Dataset entries:
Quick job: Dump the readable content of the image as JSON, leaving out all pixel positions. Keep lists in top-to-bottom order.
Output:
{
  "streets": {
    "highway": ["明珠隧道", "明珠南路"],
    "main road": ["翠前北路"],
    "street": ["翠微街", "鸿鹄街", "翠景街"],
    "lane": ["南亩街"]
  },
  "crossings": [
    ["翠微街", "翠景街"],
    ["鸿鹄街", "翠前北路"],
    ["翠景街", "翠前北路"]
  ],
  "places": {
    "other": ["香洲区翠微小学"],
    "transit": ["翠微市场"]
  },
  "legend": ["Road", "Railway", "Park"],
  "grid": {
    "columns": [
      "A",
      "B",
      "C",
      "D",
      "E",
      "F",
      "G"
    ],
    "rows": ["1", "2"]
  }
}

**Exercise instructions:**
Copy each entry above exactly, character for character.

**Task result:**
Quick job: Dump the readable content of the image as JSON, leaving out all pixel positions. Keep lists in top-to-bottom order.
Output:
{
  "streets": {
    "highway": ["明珠隧道", "明珠南路"],
    "main road": ["翠前北路"],
    "street": ["翠微街", "鸿鹄街", "翠景街"],
    "lane": ["南亩街"]
  },
  "crossings": [
    ["翠微街", "翠景街"],
    ["鸿鹄街", "翠前北路"],
    ["翠景街", "翠前北路"]
  ],
  "places": {
    "other": ["香洲区翠微小学"],
    "transit": ["翠微市场"]
  },
  "legend": ["Road", "Railway", "Park"],
  "grid": {
    "columns": [
      "A",
      "B",
      "C",
      "D",
      "E",
      "F",
      "G"
    ],
    "rows": ["1", "2"]
  }
}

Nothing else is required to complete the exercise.